Anecdotal data and hard statistics back up Coleman’s premise. Canadian life expectancy has marched steadily higher since the 1980s. Canadians aged 65 will, on average, live to almost 84. The average drug store, Coleman says, stocks a lot more ‘happy 100th birthday’ cards than they used to. A centenarian used to be newsworthy, now they’re normal.
The idea of living longer than expected provokes a whole new set of questions among Coleman’s clients. Coleman takes them through a range of considerations, like whether they’re willing to work for longer, or even make a career change. He asks them about their activities, their social networks, and their values outside of work — which are often determinants of mental health and wellbeing in retirement. Perhaps most importantly, he asks them how much they think they’ll need every year in retirement income, and runs that number against 30 years of inflation.
Taking the example of a $50,000 desired retirement income for a 30-year retirement (aged 65 to 95) with an annualized inflation rate of 3 per cent, Coleman calculates that in order to keep pace with inflation, by the 30th year of retirement that $50,000 of retirement income needs to have grown to $121,363.
“If you don’t have a plan to triple your income in retirement, then I don’t know exactly what plan you think you have,” Coleman says.
Read more: Why this advisor treats retirement as a new stage of education for clients | Wealth Professional
Perhaps the biggest epiphany Coleman needs to bring his clients to follows from the initial goal of retirement savings: accruing enough capital to retire comfortably.
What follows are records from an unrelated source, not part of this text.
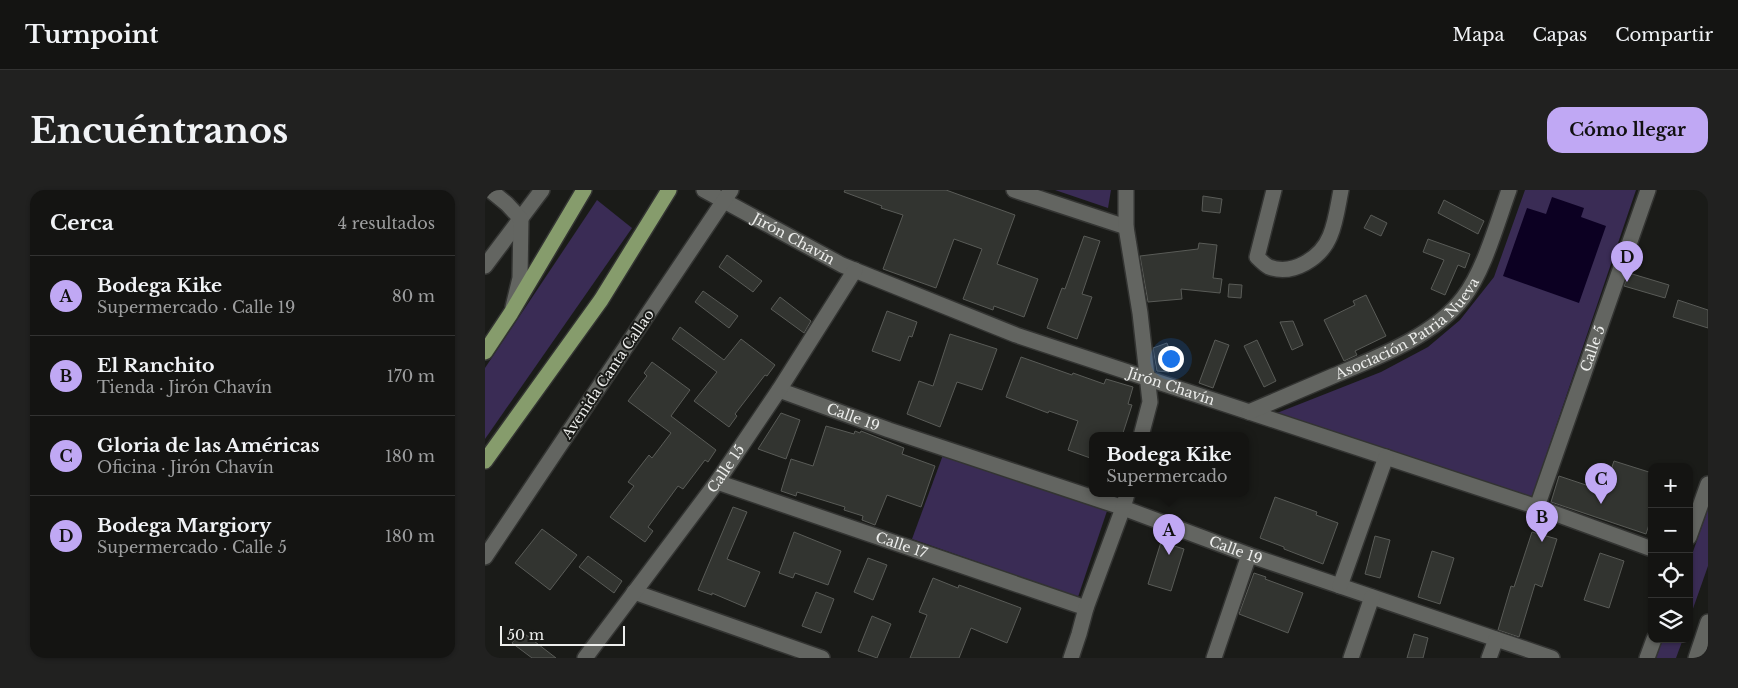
<!DOCTYPE html>
<html lang="es">
<meta charset="utf-8">
<style>
:root{--surface:#141412;--page:#212120;--text:#f1f3f6;--muted:#9d9e9f;--line:#333332;--accent:#c0a8f4}
body{margin:0;font-family:"Libre Baskerville",serif;background:var(--page);color:var(--text)}
.controls{position:absolute;right:15px;bottom:15px;display:grid;overflow:hidden;border-radius:10px;box-shadow:0 1px 4px #0004}
.controls button{width:45px;height:45px;display:grid;place-items:center;padding:0;border:0;border-bottom:1px solid var(--line);background:var(--surface);color:var(--text);font:25px sans-serif}
.scale{position:absolute;left:15px;bottom:12px;width:125px;box-sizing:border-box;padding-left:5px;border:2px solid #edeeec;border-top:0;font-size:14px;line-height:18px;white-space:nowrap;color:#edeeec;-webkit-text-stroke:4px #1a1b18;paint-order:stroke}
.you{position:absolute;left:685px;top:168px;width:18px;height:18px;margin:-12px;border:4px solid #fff;border-radius:50%;background:#1a73e8;box-shadow:0 0 0 8px #1a73e833}
.badge{display:grid;place-items:center;width:32px;height:32px;border-radius:50%;background:var(--accent);color:#111;font-size:16px;font-weight:700}
.pin{position:absolute;translate:-50% -41px;filter:drop-shadow(0 1px 2px #0008)}
.pin::after{content:'';position:absolute;top:26px;width:18px;height:15px;background:inherit;clip-path:polygon(0 0,100% 0,50% 100%)}
.popup{position:absolute;left:604px;top:242px;width:160px;height:65px;box-sizing:border-box;display:grid;place-content:center;border-radius:10px;background:var(--surface);filter:drop-shadow(0 1px 4px #0005);font-size:16px;white-space:nowrap;color:var(--muted)}
.popup b{font-size:19px;color:var(--text)}
.popup::after{content:'';position:absolute;left:50%;top:100%;margin-left:-10px;border:10px solid transparent;border-top-color:var(--surface)}
.list{margin:0;padding:0;list-style:none}
h2{display:flex;justify-content:space-between;align-items:center;height:65px;margin:0;padding:0 20px;font-size:21px}
h2 small{font-size:16px;font-weight:400;color:var(--muted)}
.list li{display:grid;grid-template-columns:32px 1fr auto;gap:15px;align-items:center;box-sizing:border-box;height:80px;padding:0 20px;border-top:1px solid var(--line)}
.list b{display:block;font-size:19px;white-space:nowrap}
.list p{margin:0;font-size:16px;white-space:nowrap;color:var(--muted)}
.list em{font-size:16px;font-style:normal;color:var(--muted)}
.icon{flex:none;width:28px;height:28px;fill:none;stroke:currentColor;stroke-width:2;stroke-linecap:round;stroke-linejoin:round}
.map{position:relative;flex:none;width:1223px;height:468px;overflow:hidden;border-radius:15px}
header{display:flex;align-items:center;gap:30px;box-sizing:border-box;height:70px;padding:0 25px;background:var(--surface);border-bottom:1px solid var(--line)}
header strong{font-size:24px}
nav{display:flex;gap:28px;margin-inline-start:auto;font-size:18px}
.intro{display:flex;align-items:center;justify-content:space-between;box-sizing:border-box;height:120px;padding:0 30px}
h1{margin:0;font-size:35px}
.button{padding:12px 22px;border-radius:15px;background:var(--accent);color:#111;font-size:18px;font-weight:700}
main{display:flex;gap:30px;padding:0 30px}
aside{flex:1;background:var(--surface);border-radius:15px;box-shadow:0 1px 4px #0004}
.map>svg:first-child{display:block}
.green{fill:#3a2c55}
.water{fill:#0c0022}
.building{fill:#323430;stroke:#595b57}
.lines{fill:none;stroke-linecap:round;stroke-linejoin:round}
.street-casing{stroke:#333432;stroke-width:18}
.secondary-casing{stroke:#333432;stroke-width:18}
.primary-casing{stroke:#333432;stroke-width:18}
.street{stroke:#636561;stroke-width:15}
.secondary{stroke:#636561;stroke-width:15}
.primary{stroke:#869c6c;stroke-width:15}
.labels{text-anchor:middle;dominant-baseline:central;stroke-width:4;stroke-linejoin:round;paint-order:stroke}
.street-label{font-size:14px;fill:#edeeec;stroke:#1a1b18}
</style>
<header>
<strong>Turnpoint</strong>
<nav><a>Mapa</a><a>Capas</a><a>Compartir</a></nav>
</header>
<div class="intro"><h1>Encuéntranos</h1><a class="button">Cómo llegar</a></div>
<main>
<aside>
<h2>Cerca<small>4 resultados</small></h2>
<ul class="list">
<li><span class="badge">A</span><div><b>Bodega Kike</b><p>Supermercado · Calle 19</p></div><em>80 m</em></li>
<li><span class="badge">B</span><div><b>El Ranchito</b><p>Tienda · Jirón Chavín</p></div><em>170 m</em></li>
<li><span class="badge">C</span><div><b>Gloria de las Américas</b><p>Oficina · Jirón Chavín</p></div><em>180 m</em></li>
<li><span class="badge">D</span><div><b>Bodega Margiory</b><p>Supermercado · Calle 5</p></div><em>180 m</em></li>
</ul>
</aside>
<div class="map">
<svg width="1223" height="468" viewBox="0 0 1223 468">
<rect width="100%" height="100%" fill="#1a1b18"/>
<!-- green -->
<g class="green">
<path d="M 570,0 L 626,0 L 623,18 Z"/>
<path d="M 1040,0 L 1151,0 L 1045,313 L 792,223 L 896,182 L 943,157 L 975,130 L 1009,87 Z"/>
<path d="M 112,10 L 147,38 L 0,249 L 0,178 Z"/>
<path d="M 458,265 L 622,321 L 593,407 L 427,349 Z"/>
<path d="M 1223,319 L 1223,376 L 1204,430 L 1204,373 Z"/>
<path d="M 1178,449 L 1198,449 L 1191,468 L 1171,468 Z"/>
</g>
<!-- water -->
<path class="water" d="M 1067,7 L 1099,18 L 1096,27 L 1121,36 L 1094,113 L 1018,86 L 1042,18 L 1061,24 Z"/>
<!-- building -->
<g class="building">
<path d="M 360,0 L 461,0 L 530,25 L 512,74 L 553,89 L 539,127 L 509,116 L 508,120 L 478,109 L 497,59 L 469,49 L 451,98 L 398,79 L 418,25 L 396,18 L 397,16 L 359,2 Z"/>
<path d="M 718,6 L 737,9 L 735,23 L 717,21 Z"/>
<path d="M 959,10 L 999,31 L 993,44 L 953,23 Z"/>
<path d="M 886,25 L 902,33 L 896,46 L 879,38 Z"/>
<path d="M 599,46 L 615,51 L 597,104 L 607,107 L 592,149 L 562,138 L 577,98 L 580,99 Z"/>
<path d="M 943,49 L 985,64 L 980,78 L 973,75 L 960,105 L 946,99 L 959,70 L 938,62 Z"/>
<path d="M 714,53 L 732,55 L 728,88 L 737,89 L 735,103 L 696,99 L 697,109 L 663,112 L 655,66 L 713,59 Z"/>
<path d="M 242,65 L 277,91 L 268,102 L 234,77 Z"/>
<path d="M 1144,83 L 1184,95 L 1180,108 L 1139,96 Z"/>
<path d="M 744,94 L 757,95 L 756,108 L 743,107 Z"/>
<path d="M 218,101 L 253,126 L 244,138 L 210,112 Z"/>
<path d="M 881,105 L 901,146 L 870,161 L 872,165 L 859,171 L 839,130 L 870,115 L 868,111 Z"/>
<path d="M 295,107 L 326,131 L 319,143 L 286,119 Z"/>
<path d="M 1193,110 L 1223,120 L 1223,138 L 1188,127 Z"/>
<path d="M 402,121 L 432,132 L 427,147 L 424,146 L 415,171 L 387,161 Z"/>
<path d="M 808,131 L 818,155 L 807,160 L 795,132 Z"/>
<path d="M 195,137 L 239,170 L 256,149 L 290,175 L 282,186 L 280,185 L 250,224 L 252,226 L 244,237 L 209,211 L 232,182 L 187,149 Z"/>
<path d="M 465,144 L 512,159 L 497,200 L 472,192 L 455,237 L 422,224 L 434,191 L 448,196 Z"/>
<path d="M 730,150 L 744,155 L 728,198 L 714,193 Z"/>
<path d="M 772,150 L 791,191 L 779,197 L 759,156 Z"/>
<path d="M 682,153 L 685,161 L 684,182 L 672,181 L 668,158 Z"/>
<path d="M 536,167 L 587,185 L 588,183 L 619,194 L 621,189 L 648,197 L 643,214 L 647,215 L 637,246 L 608,246 L 608,269 L 583,260 L 593,231 L 564,221 L 563,223 L 521,207 Z"/>
<path d="M 167,172 L 205,200 L 186,226 L 231,260 L 223,272 L 220,270 L 198,299 L 193,296 L 163,337 L 168,341 L 160,352 L 125,327 L 149,296 L 143,292 L 164,265 L 167,268 L 186,243 L 143,211 L 162,186 L 159,183 Z"/>
<path d="M 296,223 L 315,230 L 301,269 L 273,259 Z"/>
<path d="M 341,236 L 369,244 L 370,241 L 375,243 L 376,241 L 419,258 L 417,264 L 450,276 L 436,317 L 402,305 L 390,335 L 377,330 L 378,326 L 359,320 L 360,317 L 312,302 L 311,306 L 296,301 L 306,269 L 328,276 Z"/>
<path d="M 1129,271 L 1167,283 L 1167,325 L 1161,344 L 1066,312 L 1074,286 L 1119,301 Z"/>
<path d="M 790,307 L 832,322 L 831,325 L 853,333 L 838,374 L 799,359 L 799,357 L 775,348 Z"/>
<path d="M 248,317 L 262,322 L 242,369 L 275,382 L 260,417 L 227,403 L 227,405 L 213,400 Z"/>
<path d="M 57,339 L 92,365 L 65,400 L 30,373 Z"/>
<path d="M 309,342 L 356,361 L 343,395 L 310,383 L 308,388 L 294,383 Z"/>
<path d="M 1047,342 L 1072,349 L 1057,397 L 1050,394 L 1034,447 L 1013,440 L 1026,396 L 1029,397 Z"/>
<path d="M 890,346 L 905,350 L 895,388 L 880,384 Z"/>
<path d="M 676,352 L 699,359 L 686,401 L 663,394 Z"/>
<path d="M 947,361 L 969,368 L 955,414 L 933,407 Z"/>
<path d="M 1115,363 L 1139,371 L 1124,418 L 1099,410 Z"/>
<path d="M 103,366 L 137,391 L 129,403 L 94,377 Z"/>
<path d="M 383,368 L 402,375 L 388,410 L 369,402 Z"/>
<path d="M 769,383 L 781,387 L 780,389 L 818,403 L 803,443 L 754,424 Z"/>
<path d="M 448,388 L 473,398 L 474,395 L 536,418 L 522,453 L 486,438 L 474,468 L 425,468 L 442,425 L 434,422 Z"/>
<path d="M 331,402 L 349,409 L 336,443 L 317,436 Z"/>
<path d="M 387,426 L 406,434 L 392,468 L 373,461 Z"/>
<path d="M 36,441 L 71,468 L 47,468 L 27,453 Z"/>
<path d="M 929,444 L 943,448 L 938,468 L 922,468 Z"/>
</g>
<g class="lines">
<defs>
<g id="street">
<path id="s1" d="M 219,0 L 357,75 L 531,145 L 1052,317 L 1167,359"/>
<path d="M 529,0 L 641,37"/>
<path d="M 641,0 L 641,37 L 655,123 L 665,212 L 656,246"/>
<path d="M 789,0 L 772,67 C 775,70 780,75 784,77 C 808,86 836,68 845,46 C 851,32 853,15 856,0"/>
<path d="M 0,76 L 57,0"/>
<path id="s2" d="M 294,200 L 404,240 L 633,316 L 764,365 L 1067,468"/>
<path id="s3" d="M 764,222 C 792,210 820,198 848,186 C 891,168 949,146 978,108 C 999,81 1012,33 1024,0"/>
<path id="s4" d="M 232,292 L 601,418"/>
<path id="s5" d="M 1052,317 L 1163,0"/>
<path d="M 855,396 L 901,267"/>
<path d="M 149,402 L 337,468"/>
<path id="s6" d="M 100,468 L 232,292 L 294,200 L 370,80"/>
<path d="M 586,468 L 594,444 L 601,418 L 638,318 L 642,304"/>
<path d="M 729,468 L 764,365"/>
<path d="M 866,468 L 887,407"/>
<path d="M 1004,468 L 1011,449"/>
</g>
<g id="secondary">
<path d="M 5,0 L 22,14 L 36,29 L 35,88 L 28,117"/>
<path d="M 1204,347 L 1223,294"/>
<path d="M 0,367 L 246,0"/>
<path d="M 1162,468 L 1169,449"/>
<path d="M 1211,468 L 1223,432"/>
</g>
<g id="primary">
<path d="M 0,162 L 26,123 L 99,0"/>
<path d="M 0,271 L 116,110 L 184,0"/>
</g>
</defs>
<!-- street casing -->
<use href="#street" class="street-casing"/>
<!-- secondary casing -->
<use href="#secondary" class="secondary-casing"/>
<!-- primary casing -->
<use href="#primary" class="primary-casing"/>
<!-- street -->
<use href="#street" class="street"/>
<!-- secondary -->
<use href="#secondary" class="secondary"/>
<!-- primary -->
<use href="#primary" class="primary"/>
</g>
<g class="labels">
<!-- street labels -->
<g class="street-label">
<text stroke="none"><textPath href="#s1" startOffset="102">Jirón Chavín</textPath></text>
<text stroke="none"><textPath href="#s3" startOffset="181">Asociación Patria Nueva</textPath></text>
<text stroke="none"><textPath href="#s5" startOffset="168">Calle 5</textPath></text>
<text transform="translate(123 184) rotate(-56)">Avenida Canta Callao</text>
<text stroke="none"><textPath href="#s1" startOffset="508">Jirón Chavín</textPath></text>
<text stroke="none"><textPath href="#s2" startOffset="79">Calle 19</textPath></text>
<text stroke="none"><textPath href="#s6" startOffset="236">Calle 15</textPath></text>
<text stroke="none"><textPath href="#s4" startOffset="195">Calle 17</textPath></text>
<text stroke="none"><textPath href="#s2" startOffset="484">Calle 19</textPath></text>
</g>
</g>
</svg>
<div class="controls">
<button>+</button>
<button>−</button>
<button><svg class="icon" aria-label="locate" viewBox="0 0 24 24"><circle cx="12" cy="12" r="6"/><path d="M12 2v4M12 18v4M2 12h4M18 12h4"/></svg></button>
<button><svg class="icon" aria-label="layers" viewBox="0 0 24 24"><path d="M12 4l9 5-9 5-9-5zM3 14l9 5 9-5"/></svg></button>
</div>
<div class="scale">50 m</div>
<div class="you"></div>
<div class="pin badge" style="left:684px;top:365px">A</div>
<div class="popup"><b>Bodega Kike</b>Supermercado</div>
<div class="pin badge" style="left:1057px;top:352px">B</div>
<div class="pin badge" style="left:1116px;top:314px">C</div>
<div class="pin badge" style="left:1142px;top:92px">D</div>
</div>
</main>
Once a client is there, the next question is how do they stay comfortably retired.
Coleman believes the industry’s answer to this question is insufficient. The typical allocations in retirement are focused on capital preservation and fixed income. He believes a fixed income strategy in a rising cost world can’t work well. He proposes a “rising income” strategy which proposes a greater degree of equity exposure to offer growth that outpaces inflation. When clients raise fears around market volatility to him, he highlights that spending on a fixed income in an inflationary environment will see their savings disappear just as well.
“If you’re afraid of stock market volatility, you should be afraid of your debit card too,” Coleman says.
While ever client’s allocation is unique, the core of Coleman’s strategy is that well-managed businesses and real estate assets have provided the only source of historical outperformance over inflation. With those two asset classes as the core, Coleman works to develop a well-diversified portfolio capable of delivering returns that will outpace inflation.
“It’s not easy, and not everyone can do it, but if you begin with the two things that are most likely to work and put them in really good quality diversified portfolios of well managed businesses, real estate, and infrastructure, then you have a chance of making this work,” Coleman says.